For more than 30 years, maintenance and operating costs were billed according to the size of each unit, with larger units paying more and smaller units paying less.

Ippolito said the new fee structure raises monthly maintenance fees for 327 units and lowers fees for 386 units. Most fee changes are less than $100. About 100 units will see increases or decreases of $100 or more. Only 12 units will see significant decreases in fees — up to about $300, he said.

As a result of the tumult at the meeting, Ippolito said the board would vote this week on whether to "revoke" the resolution imposing the flat fee allocation of operating costs.

He predicted that whatever the board decides to do, the association will be sued — either by the small-unit owners or the large-unit owners.

Ippolito is also upset about accusations that he pushed for the resolution setting the new allocation formula for personal gain.

Ippolito, who has lived at Bay Island for about 20 years, owns a two-bedroom condo and said he would actually see a $12.97 increase in his maintenance fees under the new formula.

"I'm stuck in the middle, and I am trying to do what is fair. This issue really does need to be decided by a court," he said.

The complex's original documents seem to be contradictory about how maintenance fees should be charged.

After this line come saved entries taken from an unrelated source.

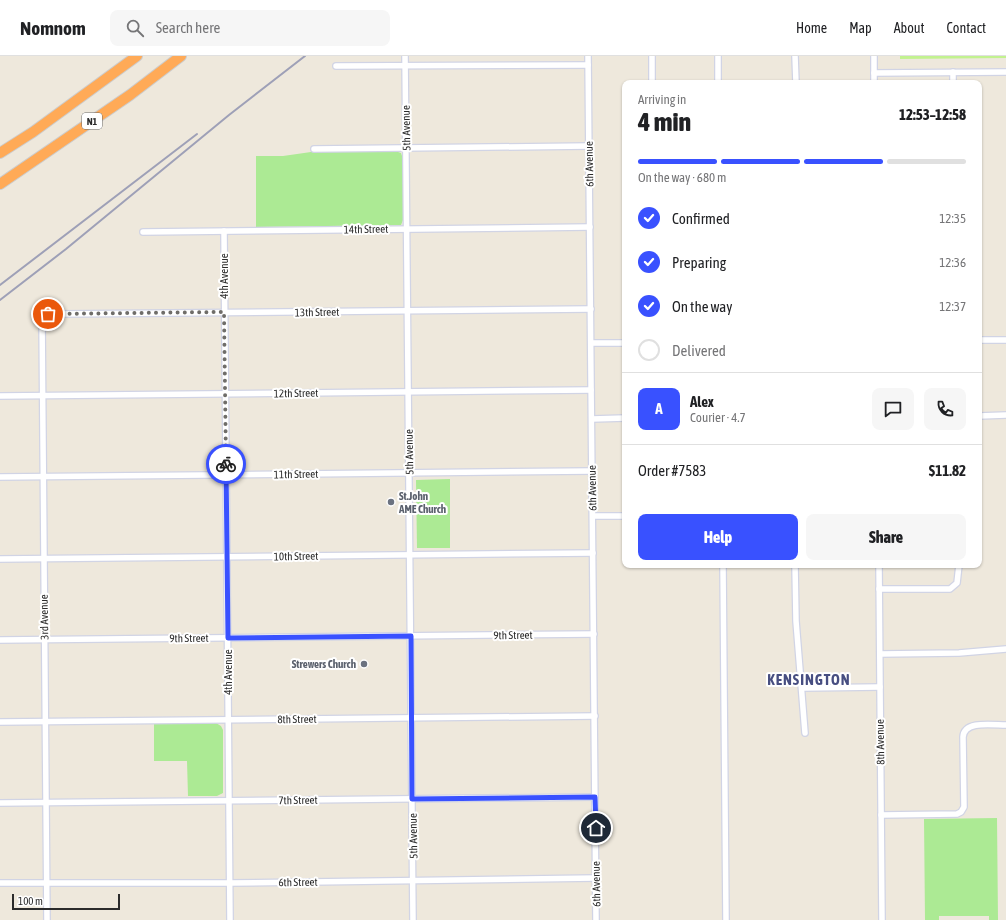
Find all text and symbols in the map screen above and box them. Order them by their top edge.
search box [110,10,390,46]
text: Nomnom [20,17,86,39]
icon: search [124,17,146,39]
text: Search here [156,19,220,36]
text: Home [796,20,827,36]
text: Map [849,20,872,36]
text: About [894,20,925,36]
text: Contact [947,20,986,36]
text: Arriving in [638,92,686,107]
street label: 5th Avenue [400,105,412,151]
text: 12:53–12:58 [899,106,966,123]
text: 4 min [638,107,691,137]
road number: N1 [82,113,102,129]
street label: 6th Avenue [583,141,595,187]
text: On the way · 680 m [638,170,726,185]
icon: check [638,207,660,229]
text: Confirmed [672,210,730,227]
text: 12:35 [939,211,966,226]
street label: 14th Street [344,223,388,235]
icon: check [638,251,660,273]
street label: 4th Avenue [218,253,230,299]
text: Preparing [672,254,726,271]
text: 12:36 [939,255,966,270]
icon: check [638,295,660,317]
pin [31,297,65,331]
text: On the way [672,298,733,315]
text: 12:37 [939,299,966,314]
icon: bag [37,303,59,325]
street label: 13th Street [295,306,339,318]
text: Delivered [672,342,726,359]
street label: 12th Street [274,387,318,399]
button: chat [872,388,914,430]
button: phone [924,388,966,430]
text: Alex [690,393,714,410]
text: A [655,400,663,417]
text: Courier · 4.7 [690,410,746,425]
street label: 5th Avenue [403,429,415,475]
courier [206,444,246,484]
icon: bike [215,453,237,475]
text: Order #7583 [638,462,706,479]
text: $11.82 [929,462,966,479]
street label: 6th Avenue [586,465,598,511]
street label: 11th Street [274,468,318,480]
place label: St.John AME Church [398,490,446,515]
marker: St.John AME Church [386,497,396,507]
button: Help [638,514,798,560]
button: Share [806,514,966,560]
street label: 10th Street [274,550,318,562]
street label: 3rd Avenue [38,594,50,640]
street label: 9th Street [493,629,533,641]
street label: 9th Street [169,632,209,644]
street label: 4th Avenue [222,649,234,695]
place label: Strewers Church [292,658,356,670]
marker: Strewers Church [359,659,369,669]
district label: KENSINGTON [767,671,851,688]
street label: 8th Street [277,713,317,725]
street label: 8th Avenue [874,719,886,765]
street label: 7th Street [278,794,318,806]
pin [579,811,613,845]
street label: 5th Avenue [407,813,419,859]
icon: home [585,817,607,839]
street label: 6th Avenue [590,861,602,907]
street label: 6th Street [278,876,318,888]
scale bar [12,892,120,911]
text: 100 m [18,895,43,907]

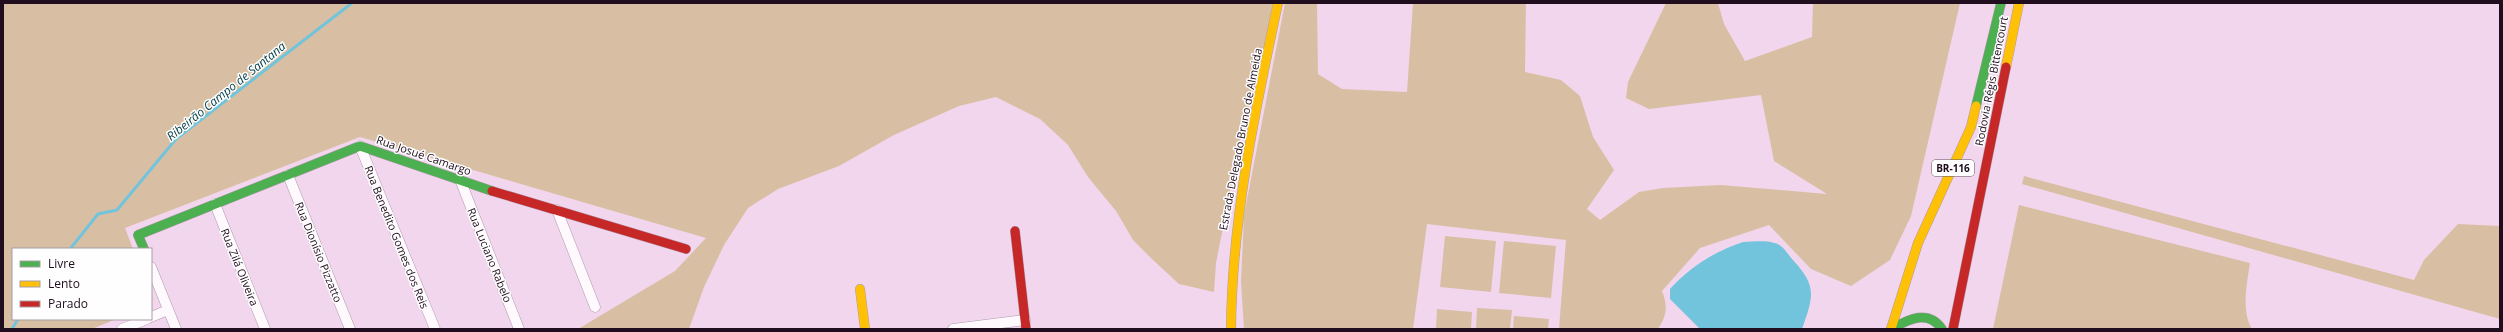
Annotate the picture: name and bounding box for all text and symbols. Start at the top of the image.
street label: Rodovia Régis Bittencourt [1971,15,2011,147]
water label: Ribeirão Campo de Santana [163,38,289,144]
street label: Estrada Delegado Bruno de Almeida [1215,47,1265,231]
street label: Rua Josué Camargo [375,132,474,178]
road number: BR-116 [1932,160,1974,176]
street label: Rua Benedito Gomes dos Reis [361,163,433,311]
street label: Rua Dionísio Pizzatto [292,199,346,305]
street label: Rua Luciano Rabelo [464,206,516,305]
street label: Rua Zilá Oliveira [218,226,262,308]
legend [12,248,152,320]
text: Livre [48,255,75,272]
text: Lento [48,275,80,292]
text: Parado [48,295,88,312]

"The last thing I want to see happen is to see the association be engaged with litigation with unit owners. But unless the resolution is revoked, it leaves the small-unit owners with little recourse," said Marie Dahm, who owns three units and is organizing residents to fight the new fee structure.

Jonathan Damonte, an attorney hired by Dahm and other unit owners, wrote to the condominium association threatening a class-action lawsuit if the fee structure is not rescinded in the next month.

"Failure to do so will result in our client filing a class-action lawsuit against the association," he said.

One likely witness in that potential lawsuit will be Jerry Coone, the original developer of the Bay Island complex.

Coone, in an affidavit he sent to Dahm and Damonte, said the developers intended for common maintenance costs to be allocated to condo owners based on their "percentage of ownership," the size of their units.

"I have been a developer for nearly 50 years and have always developed condominium communities using the square footage of a unit as its basis for determining the percentage of ownership," Coone wrote in his affidavit. "I believe it to be the only fair and equitable method of allocating the maintenance fees to all unit owners within a community."